-- STUDY MATERIAL follows --
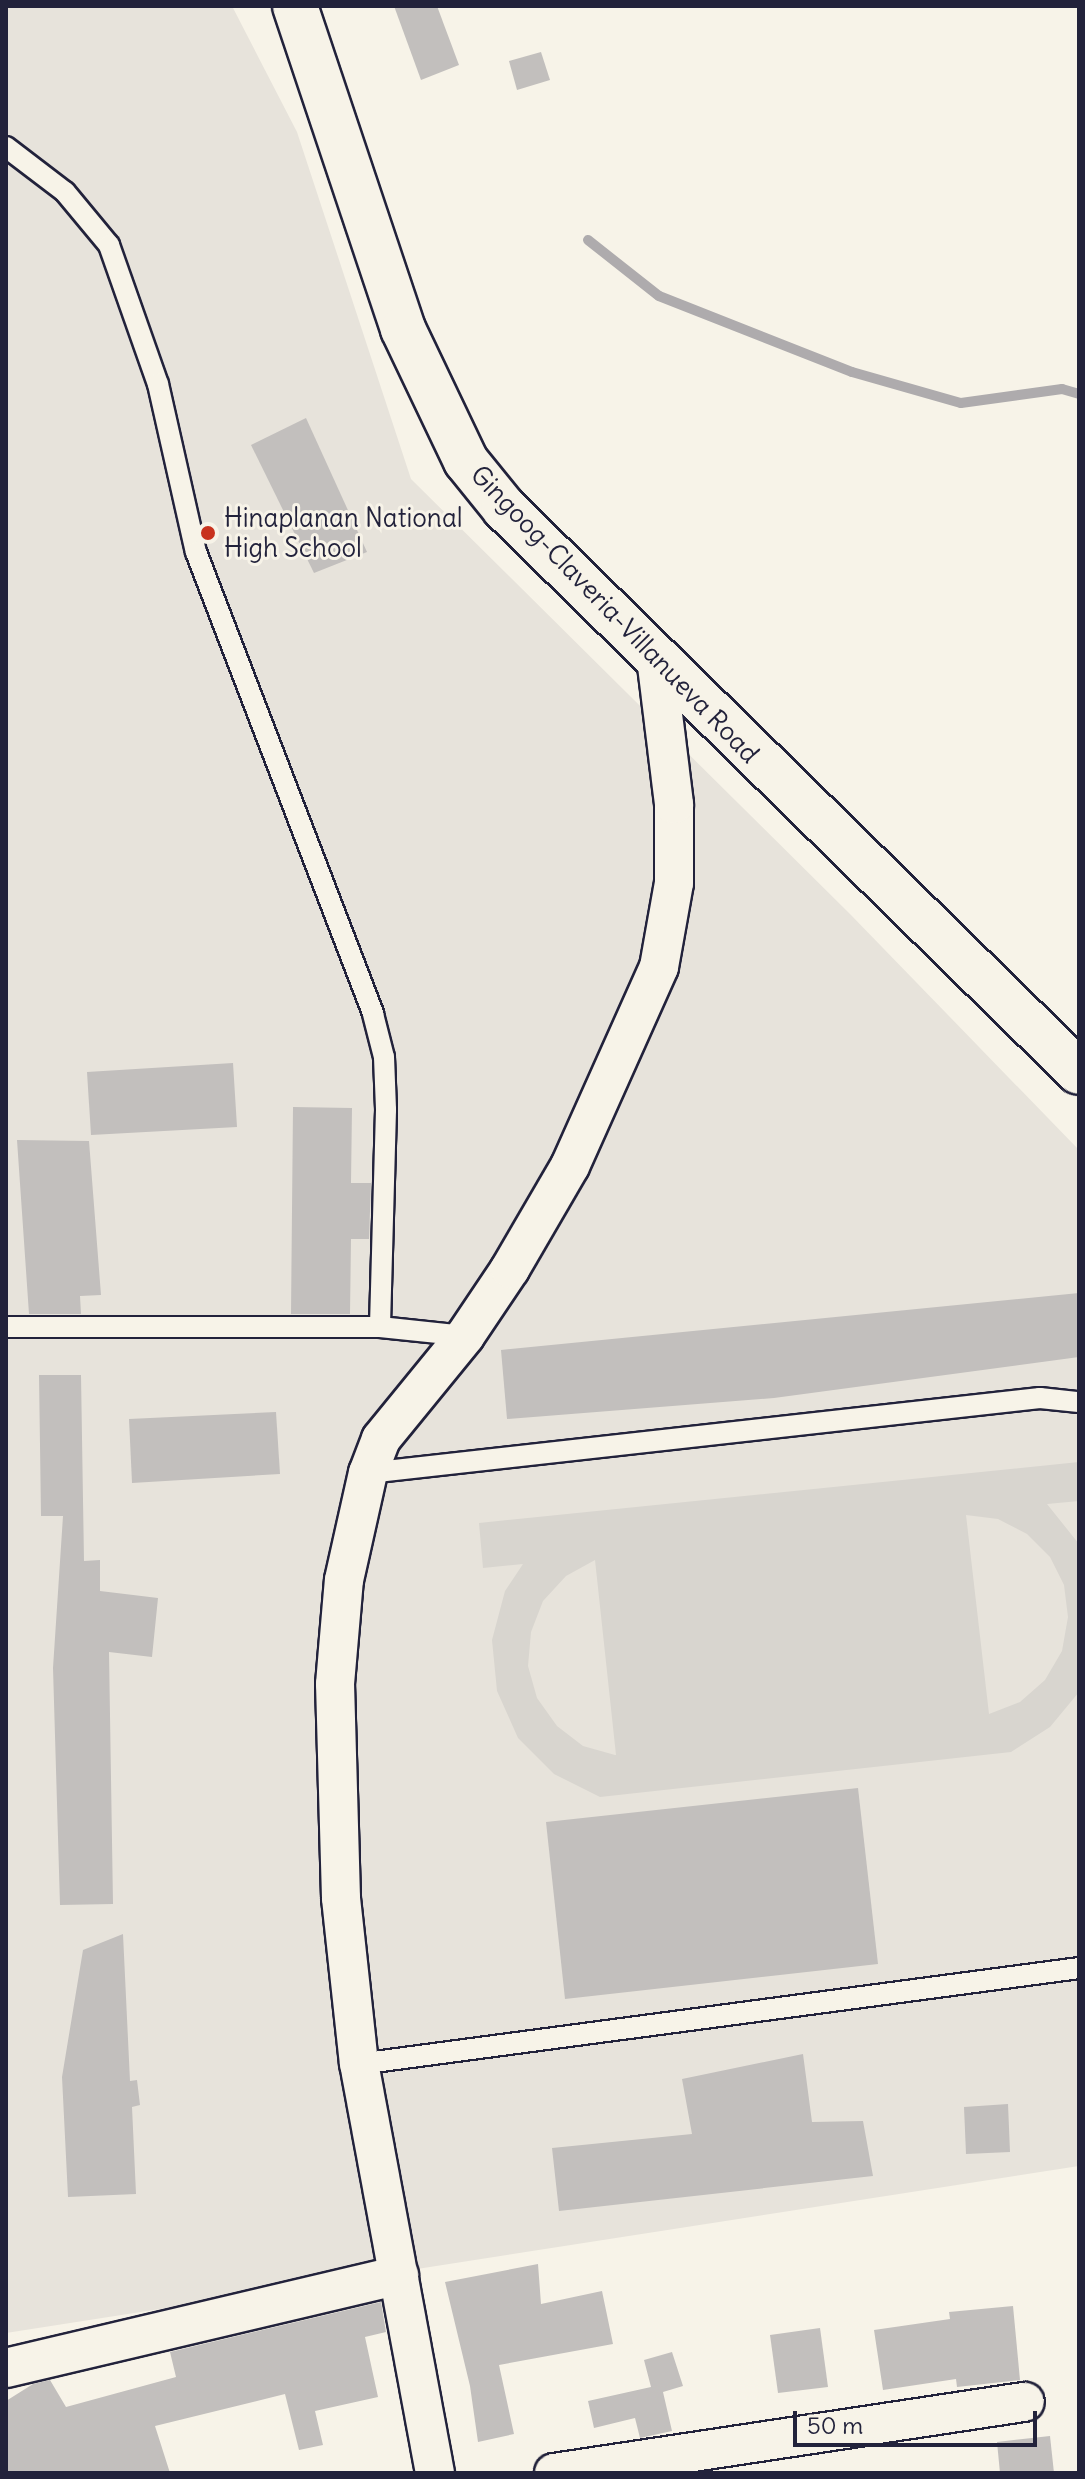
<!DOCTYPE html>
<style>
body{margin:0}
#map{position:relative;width:1085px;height:2479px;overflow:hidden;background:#f7f3e8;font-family:Delius,sans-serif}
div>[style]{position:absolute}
.built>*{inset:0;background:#e7e3db}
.green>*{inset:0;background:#d8d5cf}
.stream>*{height:10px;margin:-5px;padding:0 5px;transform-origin:5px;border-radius:5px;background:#aeabad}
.building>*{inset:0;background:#c2bfbd}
.roads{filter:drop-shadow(2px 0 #22223b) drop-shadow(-2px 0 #22223b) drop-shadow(0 2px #22223b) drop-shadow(0 -2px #22223b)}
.service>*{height:20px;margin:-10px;padding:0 10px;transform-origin:10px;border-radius:10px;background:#f7f3e8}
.minor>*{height:38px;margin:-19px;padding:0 19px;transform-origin:19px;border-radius:19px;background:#f7f3e8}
.primary>*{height:44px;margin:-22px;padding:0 22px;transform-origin:22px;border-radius:22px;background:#f7f3e8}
.dots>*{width:22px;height:22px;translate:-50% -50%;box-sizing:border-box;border:4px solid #f7f3e8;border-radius:50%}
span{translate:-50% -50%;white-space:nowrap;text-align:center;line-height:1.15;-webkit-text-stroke:6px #f7f3e8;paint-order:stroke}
.poi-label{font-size:26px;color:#22223b}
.left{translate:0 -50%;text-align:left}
.street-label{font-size:26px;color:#22223b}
.frame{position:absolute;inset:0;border:8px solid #22223b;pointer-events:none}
.scale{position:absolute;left:793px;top:2411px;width:244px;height:36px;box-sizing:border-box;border:4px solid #22223b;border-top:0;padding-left:10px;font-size:24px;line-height:28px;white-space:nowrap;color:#22223b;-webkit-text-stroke:6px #f7f3e8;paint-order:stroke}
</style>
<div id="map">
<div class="built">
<i style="clip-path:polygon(6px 6px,232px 6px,297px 132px,411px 479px,850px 914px,1079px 1150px,1079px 2166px,6px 2333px)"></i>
</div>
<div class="green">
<i style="clip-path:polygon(evenodd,1079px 1462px,1079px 1501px,1047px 1504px,1079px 1544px,1079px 1692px,1050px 1727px,1011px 1752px,600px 1797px,554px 1774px,518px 1738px,497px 1691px,492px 1640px,505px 1591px,523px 1564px,483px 1568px,479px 1523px,1079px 1462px,966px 1515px,998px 1519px,1027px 1534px,1050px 1557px,1064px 1585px,1068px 1617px,1062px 1651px,1045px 1680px,1020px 1702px,989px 1714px,966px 1515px,1079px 1462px,595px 1560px,616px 1755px,615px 1755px,583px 1746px,557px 1726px,537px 1698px,528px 1666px,531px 1632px,543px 1601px,566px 1576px,595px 1560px)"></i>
</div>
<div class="stream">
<i style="left:588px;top:240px;width:90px;rotate:38.3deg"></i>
<i style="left:659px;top:296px;width:207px;rotate:21.5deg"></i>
<i style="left:852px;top:372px;width:113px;rotate:15.9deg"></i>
<i style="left:961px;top:403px;width:102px;rotate:-7.9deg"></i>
<i style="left:1062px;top:389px;width:18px;rotate:16deg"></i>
</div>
<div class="building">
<i style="clip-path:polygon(394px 6px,437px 6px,459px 65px,421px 80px)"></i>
<i style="clip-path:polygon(541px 52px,550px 80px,517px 90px,509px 61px)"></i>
<i style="clip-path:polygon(306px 418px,367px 552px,314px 573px,251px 445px)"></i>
<i style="clip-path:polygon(233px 1063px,237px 1127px,91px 1135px,87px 1072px)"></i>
<i style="clip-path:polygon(293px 1107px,352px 1108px,351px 1183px,371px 1183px,369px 1239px,351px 1239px,350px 1314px,291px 1314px)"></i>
<i style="clip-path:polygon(17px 1140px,89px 1141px,101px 1295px,80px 1296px,81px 1314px,29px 1314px)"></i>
<i style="clip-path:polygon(1079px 1293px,1079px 1357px,774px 1398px,507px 1419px,501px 1350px)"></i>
<i style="clip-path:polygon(39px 1375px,81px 1375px,84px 1561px,100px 1560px,100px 1591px,158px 1598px,152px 1657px,109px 1652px,113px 1904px,60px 1905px,53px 1668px,63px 1516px,41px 1516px)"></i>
<i style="clip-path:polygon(276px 1412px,280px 1474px,132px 1483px,129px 1419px)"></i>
<i style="clip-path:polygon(858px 1788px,878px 1964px,565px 1999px,546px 1822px)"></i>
<i style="clip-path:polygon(123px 1934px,130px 2081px,137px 2080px,140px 2105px,132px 2107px,136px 2194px,68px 2197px,62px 2077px,83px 1950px)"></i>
<i style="clip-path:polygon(803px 2054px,812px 2122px,863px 2121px,873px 2176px,559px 2211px,552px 2148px,692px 2134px,682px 2079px)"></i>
<i style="clip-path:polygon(1008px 2104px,1010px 2152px,966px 2154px,964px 2107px)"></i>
<i style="clip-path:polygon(538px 2264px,541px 2304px,602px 2291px,613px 2344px,499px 2365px,514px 2434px,478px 2442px,470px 2386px,445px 2282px)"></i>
<i style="clip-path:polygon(381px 2302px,386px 2332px,365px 2337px,378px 2397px,315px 2411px,323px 2445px,299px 2450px,285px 2394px,155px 2426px,170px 2473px,6px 2473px,6px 2401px,33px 2384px,50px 2380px,66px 2407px,176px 2377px,170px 2352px)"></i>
<i style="clip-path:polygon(1013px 2306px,1020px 2380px,957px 2387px,956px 2379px,883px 2390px,874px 2330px,950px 2319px,949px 2312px)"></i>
<i style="clip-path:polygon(820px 2328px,828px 2387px,778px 2393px,770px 2335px)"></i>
<i style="clip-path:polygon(672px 2352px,683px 2386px,663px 2392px,672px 2431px,640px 2438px,635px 2418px,594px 2428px,588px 2401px,651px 2387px,644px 2360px)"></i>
<i style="clip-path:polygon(1050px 2436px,1054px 2473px,1000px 2473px,997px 2442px)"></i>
</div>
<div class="roads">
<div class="service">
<i style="left:6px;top:147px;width:74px;rotate:37.3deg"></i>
<i style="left:65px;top:192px;width:69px;rotate:50.3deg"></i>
<i style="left:109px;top:245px;width:147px;rotate:70.6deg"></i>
<i style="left:158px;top:384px;width:172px;rotate:77.3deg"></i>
<i style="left:196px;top:552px;width:495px;rotate:69deg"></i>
<i style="left:373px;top:1014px;width:44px;rotate:75.7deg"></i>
<i style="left:384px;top:1057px;width:53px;rotate:87.8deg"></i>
<i style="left:386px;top:1110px;width:217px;rotate:91.6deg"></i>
<i style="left:6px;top:1327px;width:374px"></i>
<i style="left:380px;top:1327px;width:85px;rotate:6deg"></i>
<i style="left:368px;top:1473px;width:676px;rotate:-6.37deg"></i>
<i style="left:1040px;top:1398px;width:39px;rotate:6deg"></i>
<i style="left:359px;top:2064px;width:726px;rotate:-7.59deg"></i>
</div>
<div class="minor">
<i style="left:6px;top:2368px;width:404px;rotate:-13.3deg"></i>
<i style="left:435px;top:2473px;width:416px;rotate:-100.5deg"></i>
<i style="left:359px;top:2064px;width:167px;rotate:-96.2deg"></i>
<i style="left:341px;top:1898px;width:214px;rotate:-91.6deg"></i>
<i style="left:335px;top:1684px;width:104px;rotate:-85.1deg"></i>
<i style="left:344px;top:1580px;width:110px;rotate:-77.4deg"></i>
<i style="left:368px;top:1473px;width:36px;rotate:-69deg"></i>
<i style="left:381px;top:1439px;width:133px;rotate:-50.8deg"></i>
<i style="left:465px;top:1336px;width:81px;rotate:-56.1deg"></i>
<i style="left:510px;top:1269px;width:119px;rotate:-59.8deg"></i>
<i style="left:570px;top:1166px;width:218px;rotate:-65.9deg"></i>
<i style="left:659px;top:967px;width:85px;rotate:-79.9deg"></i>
<i style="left:674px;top:883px;width:79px;rotate:-90deg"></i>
<i style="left:674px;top:804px;width:147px;rotate:-97deg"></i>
<i style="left:554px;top:2473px;width:476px;rotate:-8.6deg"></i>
</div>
<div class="primary">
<i style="left:295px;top:6px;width:341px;rotate:71.5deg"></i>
<i style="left:403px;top:329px;width:146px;rotate:64.5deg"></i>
<i style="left:466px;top:461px;width:60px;rotate:51deg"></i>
<i style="left:504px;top:508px;width:805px;rotate:44.45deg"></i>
</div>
</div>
<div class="dots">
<i style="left:208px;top:533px;background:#c8321e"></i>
</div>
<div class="poi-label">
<span class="left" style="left:224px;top:533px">Hinaplanan National<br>High School</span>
</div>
<div class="street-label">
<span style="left:615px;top:614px;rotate:46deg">Gingoog-Claveria-Villanueva Road</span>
</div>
<div class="frame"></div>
<div class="scale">50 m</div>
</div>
-- STUDY MATERIAL concluded --
Which lines above include the word "service"? Pick them out and copy them.

▶ [EXERCISE RESPONSE]:
.service>*{height:20px;margin:-10px;padding:0 10px;transform-origin:10px;border-radius:10px;background:#f7f3e8}
<div class="service">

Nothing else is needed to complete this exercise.